Kompala S D, Babbs C F, Blaho K E
Ann Emerg Med. 1986 Apr;15(4):405-7. doi: 10.1016/s0196-0644(86)80175-5.
The iron-chelating agent deferoxamine was studied in an animal model as postresuscitation therapy to prevent late deaths and brain damage following total circulatory arrest and resuscitation. Cardiorespiratory arrest was induced by injection of cold, 1% KCl into the left ventricles of ketamine-anesthetized rats pretreated with succinylcholine, and by discontinuation of positive pressure ventilation. CPR was begun after six minutes, and animals with return of spontaneous circulation were entered into the study. Within five minutes after return of spontaneous circulation, treated animals received deferoxamine (50 mg/kg, IV). At ten days, 16 of 25 (64%) of treated animals had survived without neurologic deficit, compared to nine of 25 (36%) of controls (chi square = 3.92, P less than .05). Chelation of intracellular iron by deferoxamine may have prevented free-radical-mediated reactions that led to late deaths in control animals.

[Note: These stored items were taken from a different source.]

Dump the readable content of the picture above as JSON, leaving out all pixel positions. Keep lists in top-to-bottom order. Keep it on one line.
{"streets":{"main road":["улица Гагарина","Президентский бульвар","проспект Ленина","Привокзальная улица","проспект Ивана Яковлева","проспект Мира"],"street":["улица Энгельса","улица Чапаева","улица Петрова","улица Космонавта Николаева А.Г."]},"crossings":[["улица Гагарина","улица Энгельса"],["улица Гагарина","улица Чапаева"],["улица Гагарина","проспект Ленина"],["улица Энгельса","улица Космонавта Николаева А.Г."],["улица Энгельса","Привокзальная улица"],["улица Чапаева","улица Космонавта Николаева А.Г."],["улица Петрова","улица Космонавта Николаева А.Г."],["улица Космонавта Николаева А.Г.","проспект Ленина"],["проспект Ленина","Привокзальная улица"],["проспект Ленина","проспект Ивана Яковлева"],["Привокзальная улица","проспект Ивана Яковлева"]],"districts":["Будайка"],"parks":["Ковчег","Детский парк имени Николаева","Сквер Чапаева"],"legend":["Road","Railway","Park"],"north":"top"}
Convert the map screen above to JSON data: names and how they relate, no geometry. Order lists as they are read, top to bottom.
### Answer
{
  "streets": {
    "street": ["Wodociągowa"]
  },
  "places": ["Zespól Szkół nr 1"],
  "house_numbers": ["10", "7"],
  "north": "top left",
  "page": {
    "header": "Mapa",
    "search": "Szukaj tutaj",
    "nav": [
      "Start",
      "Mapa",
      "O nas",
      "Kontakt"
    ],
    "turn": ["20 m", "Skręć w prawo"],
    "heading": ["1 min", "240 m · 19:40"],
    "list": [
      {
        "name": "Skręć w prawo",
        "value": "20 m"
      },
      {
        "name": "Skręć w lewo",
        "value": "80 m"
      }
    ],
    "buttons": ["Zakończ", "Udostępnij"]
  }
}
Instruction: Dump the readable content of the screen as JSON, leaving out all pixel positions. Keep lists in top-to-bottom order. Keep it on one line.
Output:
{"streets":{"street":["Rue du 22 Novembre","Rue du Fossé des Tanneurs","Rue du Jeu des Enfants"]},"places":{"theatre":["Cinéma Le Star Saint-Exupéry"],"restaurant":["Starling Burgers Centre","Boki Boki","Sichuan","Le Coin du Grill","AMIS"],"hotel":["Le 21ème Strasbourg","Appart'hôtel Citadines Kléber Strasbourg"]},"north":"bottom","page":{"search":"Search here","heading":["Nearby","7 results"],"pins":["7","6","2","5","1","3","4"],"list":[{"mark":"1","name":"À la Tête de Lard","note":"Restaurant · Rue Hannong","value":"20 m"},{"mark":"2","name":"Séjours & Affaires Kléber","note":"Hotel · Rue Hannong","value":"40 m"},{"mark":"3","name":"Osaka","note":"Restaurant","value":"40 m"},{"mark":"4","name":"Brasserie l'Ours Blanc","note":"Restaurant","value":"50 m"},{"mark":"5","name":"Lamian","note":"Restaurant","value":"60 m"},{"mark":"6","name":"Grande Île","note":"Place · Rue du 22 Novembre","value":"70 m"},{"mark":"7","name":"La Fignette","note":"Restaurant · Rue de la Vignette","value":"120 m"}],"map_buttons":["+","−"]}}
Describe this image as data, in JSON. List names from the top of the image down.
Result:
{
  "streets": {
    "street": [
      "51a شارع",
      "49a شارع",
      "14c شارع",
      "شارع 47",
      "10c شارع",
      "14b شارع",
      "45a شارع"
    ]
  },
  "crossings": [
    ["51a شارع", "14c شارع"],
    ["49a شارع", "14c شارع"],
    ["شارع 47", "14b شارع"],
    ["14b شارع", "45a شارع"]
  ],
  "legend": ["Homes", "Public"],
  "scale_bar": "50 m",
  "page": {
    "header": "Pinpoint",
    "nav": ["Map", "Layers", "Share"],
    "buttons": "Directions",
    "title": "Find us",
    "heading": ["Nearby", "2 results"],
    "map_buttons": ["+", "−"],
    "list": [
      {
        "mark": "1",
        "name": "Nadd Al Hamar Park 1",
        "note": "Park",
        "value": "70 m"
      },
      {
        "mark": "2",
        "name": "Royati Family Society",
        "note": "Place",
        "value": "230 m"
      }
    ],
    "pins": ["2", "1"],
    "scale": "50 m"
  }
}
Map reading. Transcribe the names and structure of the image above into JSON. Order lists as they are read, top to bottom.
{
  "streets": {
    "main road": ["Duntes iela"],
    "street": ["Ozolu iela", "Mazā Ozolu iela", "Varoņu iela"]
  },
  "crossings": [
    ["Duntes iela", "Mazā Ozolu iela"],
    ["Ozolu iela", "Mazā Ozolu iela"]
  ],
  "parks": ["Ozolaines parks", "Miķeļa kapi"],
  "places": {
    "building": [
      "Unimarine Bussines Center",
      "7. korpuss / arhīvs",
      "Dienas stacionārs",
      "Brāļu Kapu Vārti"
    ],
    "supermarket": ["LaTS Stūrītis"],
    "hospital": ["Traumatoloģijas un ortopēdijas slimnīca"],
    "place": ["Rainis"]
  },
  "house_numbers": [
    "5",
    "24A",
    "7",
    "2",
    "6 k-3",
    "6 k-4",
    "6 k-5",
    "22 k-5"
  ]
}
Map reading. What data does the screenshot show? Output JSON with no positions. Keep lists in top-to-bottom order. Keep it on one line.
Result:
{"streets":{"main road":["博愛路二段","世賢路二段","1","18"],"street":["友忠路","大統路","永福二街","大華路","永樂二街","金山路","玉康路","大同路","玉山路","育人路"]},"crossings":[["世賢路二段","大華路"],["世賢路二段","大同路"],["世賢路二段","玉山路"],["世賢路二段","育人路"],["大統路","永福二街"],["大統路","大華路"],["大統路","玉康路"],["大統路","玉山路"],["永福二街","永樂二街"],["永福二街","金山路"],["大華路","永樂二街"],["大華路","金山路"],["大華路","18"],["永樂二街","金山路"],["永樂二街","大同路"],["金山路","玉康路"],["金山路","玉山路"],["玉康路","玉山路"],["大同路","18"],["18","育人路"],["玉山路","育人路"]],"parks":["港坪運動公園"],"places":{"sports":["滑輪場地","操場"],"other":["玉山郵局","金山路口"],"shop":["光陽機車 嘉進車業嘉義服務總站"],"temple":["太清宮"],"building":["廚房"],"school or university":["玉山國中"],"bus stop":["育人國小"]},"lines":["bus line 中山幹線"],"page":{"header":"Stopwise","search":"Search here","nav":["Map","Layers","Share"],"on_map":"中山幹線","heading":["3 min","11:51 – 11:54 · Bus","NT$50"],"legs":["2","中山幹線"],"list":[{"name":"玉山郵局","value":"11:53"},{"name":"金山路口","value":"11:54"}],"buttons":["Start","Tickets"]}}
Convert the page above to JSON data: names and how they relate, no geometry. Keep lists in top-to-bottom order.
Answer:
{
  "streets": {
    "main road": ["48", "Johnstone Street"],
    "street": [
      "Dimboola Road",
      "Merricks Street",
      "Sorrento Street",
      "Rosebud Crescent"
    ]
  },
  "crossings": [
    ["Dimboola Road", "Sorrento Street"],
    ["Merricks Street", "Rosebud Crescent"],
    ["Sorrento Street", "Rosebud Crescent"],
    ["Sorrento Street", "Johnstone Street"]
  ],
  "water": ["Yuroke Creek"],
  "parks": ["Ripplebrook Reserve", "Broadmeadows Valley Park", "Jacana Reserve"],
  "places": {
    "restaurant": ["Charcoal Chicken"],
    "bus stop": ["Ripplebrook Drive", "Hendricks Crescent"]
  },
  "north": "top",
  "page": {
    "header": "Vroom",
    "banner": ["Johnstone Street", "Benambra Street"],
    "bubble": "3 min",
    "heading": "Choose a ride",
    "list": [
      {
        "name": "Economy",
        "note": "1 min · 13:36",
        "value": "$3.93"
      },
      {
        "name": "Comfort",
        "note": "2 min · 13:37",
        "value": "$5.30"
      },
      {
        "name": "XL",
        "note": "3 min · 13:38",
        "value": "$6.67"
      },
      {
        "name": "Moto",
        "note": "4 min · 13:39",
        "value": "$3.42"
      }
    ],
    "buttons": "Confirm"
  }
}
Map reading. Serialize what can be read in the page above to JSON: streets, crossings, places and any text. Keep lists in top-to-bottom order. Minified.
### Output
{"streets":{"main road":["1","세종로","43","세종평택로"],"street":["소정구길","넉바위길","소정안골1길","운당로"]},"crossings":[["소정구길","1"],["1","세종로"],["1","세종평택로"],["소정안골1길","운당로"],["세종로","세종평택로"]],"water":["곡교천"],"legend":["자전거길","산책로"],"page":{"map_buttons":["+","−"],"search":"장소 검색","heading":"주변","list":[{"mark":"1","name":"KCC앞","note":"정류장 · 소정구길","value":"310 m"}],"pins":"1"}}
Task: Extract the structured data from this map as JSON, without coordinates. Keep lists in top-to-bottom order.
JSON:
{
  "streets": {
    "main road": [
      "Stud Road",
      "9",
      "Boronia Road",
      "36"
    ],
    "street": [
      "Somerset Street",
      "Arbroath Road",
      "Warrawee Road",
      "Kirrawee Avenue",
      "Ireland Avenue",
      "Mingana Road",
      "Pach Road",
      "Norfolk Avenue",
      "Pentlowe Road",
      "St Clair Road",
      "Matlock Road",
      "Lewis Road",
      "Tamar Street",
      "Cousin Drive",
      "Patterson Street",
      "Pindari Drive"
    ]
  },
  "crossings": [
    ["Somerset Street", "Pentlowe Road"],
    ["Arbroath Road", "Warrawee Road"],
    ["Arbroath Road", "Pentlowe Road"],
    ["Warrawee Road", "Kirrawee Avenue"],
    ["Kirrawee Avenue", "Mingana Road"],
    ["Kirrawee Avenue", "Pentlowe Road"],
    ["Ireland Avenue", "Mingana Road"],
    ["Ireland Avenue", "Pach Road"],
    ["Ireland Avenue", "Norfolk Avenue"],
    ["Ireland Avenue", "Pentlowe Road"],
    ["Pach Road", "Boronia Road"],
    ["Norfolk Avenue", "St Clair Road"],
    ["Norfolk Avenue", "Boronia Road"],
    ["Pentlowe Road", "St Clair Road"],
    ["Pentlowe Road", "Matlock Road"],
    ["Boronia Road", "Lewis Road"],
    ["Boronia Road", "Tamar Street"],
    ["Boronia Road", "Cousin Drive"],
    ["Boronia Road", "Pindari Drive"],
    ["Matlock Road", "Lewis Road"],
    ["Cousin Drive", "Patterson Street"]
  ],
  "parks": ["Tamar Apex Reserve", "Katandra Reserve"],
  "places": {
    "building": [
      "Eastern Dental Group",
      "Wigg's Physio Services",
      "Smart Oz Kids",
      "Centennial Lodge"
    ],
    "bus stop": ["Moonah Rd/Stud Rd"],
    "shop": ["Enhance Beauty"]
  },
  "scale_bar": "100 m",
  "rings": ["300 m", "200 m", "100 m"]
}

在动物模型中研究了铁螯合剂去铁胺作为复苏后治疗手段,以预防全循环骤停和复苏后的晚期死亡及脑损伤。通过向预先用琥珀酰胆碱处理的氯胺酮麻醉大鼠的左心室注射冷的1%氯化钾并停止正压通气来诱导心肺骤停。六分钟后开始进行心肺复苏,恢复自主循环的动物进入研究。在恢复自主循环后五分钟内,治疗组动物接受去铁胺(50mg/kg,静脉注射)。十天时,25只治疗组动物中有16只(64%)存活且无神经功能缺损,而对照组25只中有9只(36%)存活(卡方检验=3.92,P<0.05)。去铁胺对细胞内铁的螯合作用可能预防了导致对照组动物晚期死亡的自由基介导反应。